• [What the exercise asks] Go through the data and report each line that holds the string "radius".

• [Supplied records]
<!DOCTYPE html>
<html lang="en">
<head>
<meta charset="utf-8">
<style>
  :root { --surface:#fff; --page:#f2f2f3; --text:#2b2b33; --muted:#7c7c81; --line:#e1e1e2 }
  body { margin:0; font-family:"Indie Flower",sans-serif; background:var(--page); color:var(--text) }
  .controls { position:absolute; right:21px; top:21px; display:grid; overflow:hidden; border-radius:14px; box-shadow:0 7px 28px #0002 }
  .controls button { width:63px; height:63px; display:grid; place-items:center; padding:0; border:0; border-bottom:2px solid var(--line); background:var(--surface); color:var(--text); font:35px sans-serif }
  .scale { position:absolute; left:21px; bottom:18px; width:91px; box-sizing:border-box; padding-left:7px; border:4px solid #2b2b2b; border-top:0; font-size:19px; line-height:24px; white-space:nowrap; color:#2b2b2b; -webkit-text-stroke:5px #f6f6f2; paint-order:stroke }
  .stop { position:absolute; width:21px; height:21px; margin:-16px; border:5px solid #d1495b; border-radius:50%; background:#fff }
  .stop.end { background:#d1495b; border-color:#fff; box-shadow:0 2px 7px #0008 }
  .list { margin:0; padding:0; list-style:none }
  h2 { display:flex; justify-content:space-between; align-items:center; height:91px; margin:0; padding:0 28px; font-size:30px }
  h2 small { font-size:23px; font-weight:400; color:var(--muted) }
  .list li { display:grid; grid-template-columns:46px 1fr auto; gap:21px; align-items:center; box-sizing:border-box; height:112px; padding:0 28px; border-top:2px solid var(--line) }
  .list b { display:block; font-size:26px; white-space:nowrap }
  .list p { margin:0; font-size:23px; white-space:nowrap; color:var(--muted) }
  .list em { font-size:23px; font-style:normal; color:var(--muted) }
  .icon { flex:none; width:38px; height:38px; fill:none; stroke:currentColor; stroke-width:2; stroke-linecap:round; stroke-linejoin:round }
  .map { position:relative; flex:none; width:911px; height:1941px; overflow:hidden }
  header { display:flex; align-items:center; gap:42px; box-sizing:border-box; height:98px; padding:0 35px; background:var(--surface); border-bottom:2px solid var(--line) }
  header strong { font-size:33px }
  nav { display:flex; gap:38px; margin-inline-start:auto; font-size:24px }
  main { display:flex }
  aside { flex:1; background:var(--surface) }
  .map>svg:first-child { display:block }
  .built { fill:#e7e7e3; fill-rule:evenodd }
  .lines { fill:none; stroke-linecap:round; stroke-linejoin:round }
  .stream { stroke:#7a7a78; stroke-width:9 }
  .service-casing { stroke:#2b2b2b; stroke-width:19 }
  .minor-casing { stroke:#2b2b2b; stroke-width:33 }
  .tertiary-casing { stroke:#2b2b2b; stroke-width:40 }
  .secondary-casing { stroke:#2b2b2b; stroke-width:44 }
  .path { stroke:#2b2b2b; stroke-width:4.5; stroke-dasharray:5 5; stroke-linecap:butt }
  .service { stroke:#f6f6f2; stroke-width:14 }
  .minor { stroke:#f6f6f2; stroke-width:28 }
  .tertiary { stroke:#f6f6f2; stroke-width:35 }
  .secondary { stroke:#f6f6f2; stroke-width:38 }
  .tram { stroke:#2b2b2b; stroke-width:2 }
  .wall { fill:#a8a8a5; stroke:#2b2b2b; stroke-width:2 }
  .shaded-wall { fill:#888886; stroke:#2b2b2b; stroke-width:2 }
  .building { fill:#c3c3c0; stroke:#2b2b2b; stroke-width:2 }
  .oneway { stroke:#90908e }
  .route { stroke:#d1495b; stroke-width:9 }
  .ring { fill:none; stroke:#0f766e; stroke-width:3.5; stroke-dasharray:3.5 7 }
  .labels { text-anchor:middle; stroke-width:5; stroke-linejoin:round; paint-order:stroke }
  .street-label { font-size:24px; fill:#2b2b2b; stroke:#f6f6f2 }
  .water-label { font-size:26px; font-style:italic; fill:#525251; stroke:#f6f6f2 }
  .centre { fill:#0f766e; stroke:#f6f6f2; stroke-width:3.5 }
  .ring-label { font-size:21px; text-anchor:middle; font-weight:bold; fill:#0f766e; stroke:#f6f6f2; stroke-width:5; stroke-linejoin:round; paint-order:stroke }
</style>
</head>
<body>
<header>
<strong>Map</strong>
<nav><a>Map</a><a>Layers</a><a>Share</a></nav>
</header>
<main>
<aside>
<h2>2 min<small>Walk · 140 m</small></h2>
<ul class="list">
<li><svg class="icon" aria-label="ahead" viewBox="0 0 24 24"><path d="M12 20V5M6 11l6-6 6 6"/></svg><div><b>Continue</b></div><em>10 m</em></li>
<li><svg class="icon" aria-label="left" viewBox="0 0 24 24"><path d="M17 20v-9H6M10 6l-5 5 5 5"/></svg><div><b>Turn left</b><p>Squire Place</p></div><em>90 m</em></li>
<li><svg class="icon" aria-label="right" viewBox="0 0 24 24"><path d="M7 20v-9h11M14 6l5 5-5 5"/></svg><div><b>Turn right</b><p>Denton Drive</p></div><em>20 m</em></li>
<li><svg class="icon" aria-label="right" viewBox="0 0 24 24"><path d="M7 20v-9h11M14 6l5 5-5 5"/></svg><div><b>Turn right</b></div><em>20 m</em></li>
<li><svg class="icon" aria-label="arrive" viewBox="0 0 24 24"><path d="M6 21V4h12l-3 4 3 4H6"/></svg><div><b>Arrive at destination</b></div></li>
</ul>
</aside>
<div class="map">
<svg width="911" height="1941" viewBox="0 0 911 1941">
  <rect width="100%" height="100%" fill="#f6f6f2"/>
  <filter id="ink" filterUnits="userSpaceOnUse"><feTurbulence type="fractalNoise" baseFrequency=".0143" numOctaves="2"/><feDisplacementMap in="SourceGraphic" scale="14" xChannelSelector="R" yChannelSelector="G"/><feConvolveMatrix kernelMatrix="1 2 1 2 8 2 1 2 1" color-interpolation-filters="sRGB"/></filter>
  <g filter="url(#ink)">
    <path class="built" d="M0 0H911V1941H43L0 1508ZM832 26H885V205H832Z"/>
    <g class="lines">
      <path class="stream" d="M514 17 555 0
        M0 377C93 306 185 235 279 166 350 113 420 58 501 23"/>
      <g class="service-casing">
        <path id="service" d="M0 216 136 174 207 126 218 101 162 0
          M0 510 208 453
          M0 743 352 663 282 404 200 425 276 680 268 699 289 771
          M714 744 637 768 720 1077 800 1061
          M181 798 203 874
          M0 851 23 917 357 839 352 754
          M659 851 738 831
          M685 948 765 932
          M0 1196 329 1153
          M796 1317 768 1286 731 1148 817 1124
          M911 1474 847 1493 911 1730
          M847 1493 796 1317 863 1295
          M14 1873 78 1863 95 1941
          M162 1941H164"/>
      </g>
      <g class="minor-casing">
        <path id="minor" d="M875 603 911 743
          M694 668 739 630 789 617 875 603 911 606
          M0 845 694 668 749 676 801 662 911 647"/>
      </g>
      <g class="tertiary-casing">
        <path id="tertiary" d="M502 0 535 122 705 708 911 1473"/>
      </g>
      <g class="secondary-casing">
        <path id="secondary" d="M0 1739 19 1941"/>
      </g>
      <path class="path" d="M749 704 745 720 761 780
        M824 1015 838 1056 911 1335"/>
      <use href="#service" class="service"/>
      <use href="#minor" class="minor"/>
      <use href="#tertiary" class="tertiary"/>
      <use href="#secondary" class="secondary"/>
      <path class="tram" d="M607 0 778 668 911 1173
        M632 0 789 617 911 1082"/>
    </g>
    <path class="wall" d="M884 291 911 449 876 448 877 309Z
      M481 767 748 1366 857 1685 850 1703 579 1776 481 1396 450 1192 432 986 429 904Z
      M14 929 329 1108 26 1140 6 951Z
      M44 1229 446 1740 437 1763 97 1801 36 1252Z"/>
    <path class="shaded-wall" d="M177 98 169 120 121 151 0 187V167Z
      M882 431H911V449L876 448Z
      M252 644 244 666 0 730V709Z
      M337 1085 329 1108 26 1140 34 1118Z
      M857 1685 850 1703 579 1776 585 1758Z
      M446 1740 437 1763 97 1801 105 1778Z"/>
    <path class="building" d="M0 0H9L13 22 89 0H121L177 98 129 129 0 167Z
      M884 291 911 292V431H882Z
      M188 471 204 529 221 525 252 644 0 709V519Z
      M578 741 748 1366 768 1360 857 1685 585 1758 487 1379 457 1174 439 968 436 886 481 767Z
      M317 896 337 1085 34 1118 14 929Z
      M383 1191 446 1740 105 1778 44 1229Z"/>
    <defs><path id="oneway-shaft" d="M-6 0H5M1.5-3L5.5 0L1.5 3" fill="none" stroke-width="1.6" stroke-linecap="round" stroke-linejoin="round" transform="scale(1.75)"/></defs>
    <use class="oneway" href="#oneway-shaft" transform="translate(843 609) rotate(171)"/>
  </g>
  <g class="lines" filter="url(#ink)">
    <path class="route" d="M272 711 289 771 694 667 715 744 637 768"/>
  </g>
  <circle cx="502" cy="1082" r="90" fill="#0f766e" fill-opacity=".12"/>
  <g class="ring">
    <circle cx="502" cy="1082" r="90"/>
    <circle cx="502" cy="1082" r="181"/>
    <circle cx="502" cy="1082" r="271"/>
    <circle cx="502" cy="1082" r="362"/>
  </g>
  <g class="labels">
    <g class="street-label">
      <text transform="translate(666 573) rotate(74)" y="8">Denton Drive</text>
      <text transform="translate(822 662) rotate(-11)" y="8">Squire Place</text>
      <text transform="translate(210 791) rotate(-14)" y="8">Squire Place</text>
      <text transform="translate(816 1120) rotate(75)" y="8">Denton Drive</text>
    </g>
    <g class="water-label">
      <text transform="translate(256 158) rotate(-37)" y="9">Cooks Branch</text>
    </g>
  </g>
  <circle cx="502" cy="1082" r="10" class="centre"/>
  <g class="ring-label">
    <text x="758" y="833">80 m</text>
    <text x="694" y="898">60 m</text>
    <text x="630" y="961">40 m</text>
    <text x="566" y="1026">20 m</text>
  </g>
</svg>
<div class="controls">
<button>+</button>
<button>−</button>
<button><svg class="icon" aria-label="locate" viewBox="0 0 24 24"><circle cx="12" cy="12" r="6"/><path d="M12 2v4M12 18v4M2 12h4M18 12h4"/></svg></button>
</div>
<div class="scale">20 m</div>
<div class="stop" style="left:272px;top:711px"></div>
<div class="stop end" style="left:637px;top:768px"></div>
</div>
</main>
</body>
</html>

• [Task answer]
  .controls { position:absolute; right:21px; top:21px; display:grid; overflow:hidden; border-radius:14px; box-shadow:0 7px 28px #0002 }
  .stop { position:absolute; width:21px; height:21px; margin:-16px; border:5px solid #d1495b; border-radius:50%; background:#fff }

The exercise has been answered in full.